At 20, Taylor Swift already seems to have done it all. If she has an early draft of her bucket list, I can’t imagine what would be on it — at least as far as her career is concerned.
Score hit singles? Done. Record multiplatinum albums? Done. Crossover to movies? Done. (Though Valentine’s Day is no Lady Sings the Blues, or Moonstruck.) Host Saturday Night Live? Done. (Hey, it only took Betty White 88 years!) Share a stage with Kanye West? Done. Be romantically linked to John Mayer, Taylor Lautner and a Jonas Brother and get tons of free publicity for it. Done, done and done. Earlier this year, she even won the Album of the Year Grammy Award for Fearless, her second album. That’s a prize many legends wait a lifetime to earn (see 2009’s co-winner, Robert Plant) – and often never do (see Bruce Springsteen). To Swift’s credit, she seemed to totally grasp the gravity of the situation, the enormity of the moment, during her acceptance speech.

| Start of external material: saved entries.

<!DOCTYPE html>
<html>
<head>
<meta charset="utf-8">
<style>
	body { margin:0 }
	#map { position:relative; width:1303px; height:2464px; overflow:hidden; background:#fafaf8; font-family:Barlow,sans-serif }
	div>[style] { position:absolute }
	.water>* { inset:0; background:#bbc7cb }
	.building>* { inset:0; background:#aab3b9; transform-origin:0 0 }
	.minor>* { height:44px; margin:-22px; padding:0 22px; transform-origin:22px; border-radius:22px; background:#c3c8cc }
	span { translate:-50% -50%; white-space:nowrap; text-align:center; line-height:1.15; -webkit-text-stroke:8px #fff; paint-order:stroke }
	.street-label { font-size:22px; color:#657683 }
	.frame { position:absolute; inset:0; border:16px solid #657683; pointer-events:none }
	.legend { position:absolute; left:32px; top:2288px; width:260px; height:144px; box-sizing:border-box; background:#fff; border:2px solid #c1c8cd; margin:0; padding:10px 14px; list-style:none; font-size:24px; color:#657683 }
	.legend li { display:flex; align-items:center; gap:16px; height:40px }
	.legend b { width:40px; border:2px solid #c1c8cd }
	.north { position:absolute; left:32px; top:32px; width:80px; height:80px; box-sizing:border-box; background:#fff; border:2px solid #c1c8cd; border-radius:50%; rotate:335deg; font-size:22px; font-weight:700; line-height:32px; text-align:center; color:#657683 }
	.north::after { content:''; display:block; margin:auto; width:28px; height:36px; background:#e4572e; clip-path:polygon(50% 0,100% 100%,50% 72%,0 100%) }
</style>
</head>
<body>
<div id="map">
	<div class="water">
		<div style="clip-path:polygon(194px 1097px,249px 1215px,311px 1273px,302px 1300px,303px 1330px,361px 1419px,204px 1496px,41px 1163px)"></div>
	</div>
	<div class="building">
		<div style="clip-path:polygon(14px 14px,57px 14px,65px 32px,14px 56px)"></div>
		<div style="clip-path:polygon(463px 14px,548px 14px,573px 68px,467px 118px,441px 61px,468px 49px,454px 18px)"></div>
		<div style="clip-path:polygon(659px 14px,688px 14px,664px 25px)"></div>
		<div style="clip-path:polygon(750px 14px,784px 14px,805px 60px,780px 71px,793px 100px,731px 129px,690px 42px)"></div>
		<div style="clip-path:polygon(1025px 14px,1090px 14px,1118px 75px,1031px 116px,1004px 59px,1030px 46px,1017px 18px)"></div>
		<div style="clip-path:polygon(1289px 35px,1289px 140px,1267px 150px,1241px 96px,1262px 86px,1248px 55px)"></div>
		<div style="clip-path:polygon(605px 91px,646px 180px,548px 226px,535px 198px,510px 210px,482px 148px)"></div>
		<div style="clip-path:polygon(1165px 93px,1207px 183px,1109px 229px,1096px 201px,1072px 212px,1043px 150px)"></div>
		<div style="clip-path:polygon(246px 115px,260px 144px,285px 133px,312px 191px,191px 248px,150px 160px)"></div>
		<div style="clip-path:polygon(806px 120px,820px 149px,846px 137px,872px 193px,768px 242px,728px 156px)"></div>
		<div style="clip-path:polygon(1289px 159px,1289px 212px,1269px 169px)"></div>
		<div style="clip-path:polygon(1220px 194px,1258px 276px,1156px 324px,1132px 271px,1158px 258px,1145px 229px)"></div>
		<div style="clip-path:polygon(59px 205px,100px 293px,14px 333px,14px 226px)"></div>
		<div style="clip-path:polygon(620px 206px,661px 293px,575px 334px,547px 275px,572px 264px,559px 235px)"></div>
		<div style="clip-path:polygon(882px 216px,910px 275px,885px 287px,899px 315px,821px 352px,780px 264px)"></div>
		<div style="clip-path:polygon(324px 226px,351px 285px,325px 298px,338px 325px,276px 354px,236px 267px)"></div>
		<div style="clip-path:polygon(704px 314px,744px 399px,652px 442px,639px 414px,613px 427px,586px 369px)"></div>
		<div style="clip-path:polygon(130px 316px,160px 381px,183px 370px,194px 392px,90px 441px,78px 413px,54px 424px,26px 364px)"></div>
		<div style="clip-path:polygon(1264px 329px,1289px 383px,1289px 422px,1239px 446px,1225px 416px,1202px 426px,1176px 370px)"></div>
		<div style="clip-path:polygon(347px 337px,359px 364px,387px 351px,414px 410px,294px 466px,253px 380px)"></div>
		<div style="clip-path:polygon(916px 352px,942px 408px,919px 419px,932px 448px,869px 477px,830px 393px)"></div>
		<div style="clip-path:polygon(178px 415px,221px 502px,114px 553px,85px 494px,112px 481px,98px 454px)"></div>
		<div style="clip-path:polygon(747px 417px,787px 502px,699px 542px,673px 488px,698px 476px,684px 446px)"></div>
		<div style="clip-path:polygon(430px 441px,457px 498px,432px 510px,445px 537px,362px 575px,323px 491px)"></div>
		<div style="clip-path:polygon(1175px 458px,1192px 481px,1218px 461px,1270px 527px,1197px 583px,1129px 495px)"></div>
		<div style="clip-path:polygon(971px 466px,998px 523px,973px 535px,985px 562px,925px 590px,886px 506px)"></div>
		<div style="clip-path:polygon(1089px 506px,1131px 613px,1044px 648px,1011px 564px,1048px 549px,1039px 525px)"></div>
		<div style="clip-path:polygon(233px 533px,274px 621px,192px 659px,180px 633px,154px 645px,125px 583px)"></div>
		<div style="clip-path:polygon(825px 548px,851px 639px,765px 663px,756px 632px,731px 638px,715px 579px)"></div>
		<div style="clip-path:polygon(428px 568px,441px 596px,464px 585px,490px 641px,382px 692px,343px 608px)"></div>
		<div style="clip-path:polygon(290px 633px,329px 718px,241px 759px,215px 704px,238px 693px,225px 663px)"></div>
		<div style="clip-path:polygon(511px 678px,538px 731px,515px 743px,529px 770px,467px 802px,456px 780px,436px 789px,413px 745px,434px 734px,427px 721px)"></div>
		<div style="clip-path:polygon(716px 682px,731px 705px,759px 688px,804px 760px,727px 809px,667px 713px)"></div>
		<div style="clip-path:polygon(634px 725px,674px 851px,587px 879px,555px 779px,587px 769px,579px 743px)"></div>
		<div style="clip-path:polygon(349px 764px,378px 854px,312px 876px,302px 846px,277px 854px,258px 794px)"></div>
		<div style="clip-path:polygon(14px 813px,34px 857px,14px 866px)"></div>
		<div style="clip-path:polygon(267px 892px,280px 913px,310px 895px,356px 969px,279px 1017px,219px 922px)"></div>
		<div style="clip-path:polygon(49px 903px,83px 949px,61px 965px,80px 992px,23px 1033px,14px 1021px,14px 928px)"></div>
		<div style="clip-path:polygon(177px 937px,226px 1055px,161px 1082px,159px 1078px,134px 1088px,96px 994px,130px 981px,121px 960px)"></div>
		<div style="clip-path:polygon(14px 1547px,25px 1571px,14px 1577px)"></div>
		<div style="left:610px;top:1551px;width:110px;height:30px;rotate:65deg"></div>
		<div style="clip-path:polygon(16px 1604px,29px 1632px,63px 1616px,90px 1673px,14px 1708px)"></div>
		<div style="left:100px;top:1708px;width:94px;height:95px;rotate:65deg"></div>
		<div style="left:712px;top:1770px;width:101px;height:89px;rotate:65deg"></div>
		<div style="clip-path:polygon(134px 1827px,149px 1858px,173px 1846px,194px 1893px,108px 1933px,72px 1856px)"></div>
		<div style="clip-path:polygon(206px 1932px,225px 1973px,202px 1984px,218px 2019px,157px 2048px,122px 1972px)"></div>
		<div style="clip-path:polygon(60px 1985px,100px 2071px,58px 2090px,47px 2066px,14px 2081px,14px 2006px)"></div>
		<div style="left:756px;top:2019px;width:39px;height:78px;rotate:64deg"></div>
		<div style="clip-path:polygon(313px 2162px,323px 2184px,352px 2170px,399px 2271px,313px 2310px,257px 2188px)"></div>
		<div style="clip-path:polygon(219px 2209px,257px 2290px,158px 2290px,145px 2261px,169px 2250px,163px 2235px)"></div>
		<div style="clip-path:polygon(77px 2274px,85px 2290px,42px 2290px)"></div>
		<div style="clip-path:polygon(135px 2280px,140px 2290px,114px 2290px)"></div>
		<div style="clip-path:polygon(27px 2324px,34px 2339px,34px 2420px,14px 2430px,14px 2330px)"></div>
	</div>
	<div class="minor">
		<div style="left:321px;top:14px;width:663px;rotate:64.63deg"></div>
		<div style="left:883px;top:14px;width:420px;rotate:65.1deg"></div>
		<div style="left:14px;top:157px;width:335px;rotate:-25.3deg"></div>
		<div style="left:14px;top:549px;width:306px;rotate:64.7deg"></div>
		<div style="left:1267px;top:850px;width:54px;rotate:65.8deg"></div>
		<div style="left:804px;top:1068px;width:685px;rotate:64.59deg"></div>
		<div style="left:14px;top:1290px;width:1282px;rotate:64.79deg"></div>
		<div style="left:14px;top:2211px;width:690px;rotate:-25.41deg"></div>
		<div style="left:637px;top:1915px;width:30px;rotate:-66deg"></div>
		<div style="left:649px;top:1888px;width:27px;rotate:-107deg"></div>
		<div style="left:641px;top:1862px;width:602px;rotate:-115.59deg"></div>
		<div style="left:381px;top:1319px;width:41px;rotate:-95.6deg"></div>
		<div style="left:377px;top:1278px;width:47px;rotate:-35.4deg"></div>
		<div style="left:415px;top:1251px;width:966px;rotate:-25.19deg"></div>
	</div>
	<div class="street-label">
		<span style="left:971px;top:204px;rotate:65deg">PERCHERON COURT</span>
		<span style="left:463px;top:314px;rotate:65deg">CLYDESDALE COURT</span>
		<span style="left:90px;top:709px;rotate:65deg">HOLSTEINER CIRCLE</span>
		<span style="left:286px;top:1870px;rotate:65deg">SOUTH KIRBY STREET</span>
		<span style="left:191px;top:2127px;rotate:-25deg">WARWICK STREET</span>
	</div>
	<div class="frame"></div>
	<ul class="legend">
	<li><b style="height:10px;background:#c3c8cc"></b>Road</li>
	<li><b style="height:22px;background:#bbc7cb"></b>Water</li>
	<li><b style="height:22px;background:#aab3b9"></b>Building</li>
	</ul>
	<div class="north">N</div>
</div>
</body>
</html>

Now this. Last night the Songwriters Hall of Fame paid tribute to Paul Simon and Phil Collins, while inducting Leonard Cohen, Bob Marley, Laura Nyro and Jackie DeShannon, among others. All are completely deserving honorees, give or take a Phil Collins, who is already in the Hall of Fame and was further accoladed with the Johnny Mercer Award. As much as I love “Take Me Home” and “I Missed Again,” I’m not sure if either Collins hit, or any Collins hit, has been as timeless and/or influential as Simon’s “Bridge Over Troubled Water” (recipient of the Towering Song Award), Cohen’s “Hallelujah,” Marley’s “Waiting in Vain,” Nyro’s “Eli’s Coming” or DeShannon’s “Bette Davis Eyes,” but they were well crafted — and they were huge. Swift, meanwhile, was given the Hal David Starlight Award, which honors promising young writers.
Think about this for a moment. Not only does Swift get to share an evening with Simon and Cohen, but she gets an award named after the man who wrote a string of classic pop singles, including “I Say a Little Prayer,” “This Guy’s in Love With You,” and the Oscar-winning “Raindrops Keep Fallin’ on My Head,” with Burt Bacharach. Does she deserve it? Consider this:
She wears high heels, I wear sneakers/She’s Cheer Captain, and I’m on the bleachers/Dreaming about the day when you wake up and find/That what you’re looking for has been here the whole time.”
That’s a snippet from Swift’s signature song (so far), “You Belong With Me.” To these ears, it’s not exactly “The Sounds of Silence,” a Simon & Garfunkel classic that became a hit when Simon was only about four years older than Swift is now, but as an example of modern songwriting, those lyrics are significant for two reasons. First, not only do they speak to girls of a certain age, the ones who hold Swift up as a role model, someone to admire and aspire to, but for older folks like myself, they contain eloquent and universal enough sentiments to make us go, “Oh, yeah. I’ve been there, too.” Well said.
The other reason is because in a genre where few of the biggest stars, especially the women, write their own material, it’s nice to see a rising superstar who doesn’t have to depend on the kindness — and talent — of strangers for her biggest hits. Whether anything Swift has done will have the staying power of “Jolene” or “I Will Always Love You” by Dolly Parton (to name one of the few trailblazing female singer-songwriters in country), or even Shania Twain’s “Man! I Feel Like a Woman!,” remains to be seen. But at least now she has something else to work toward.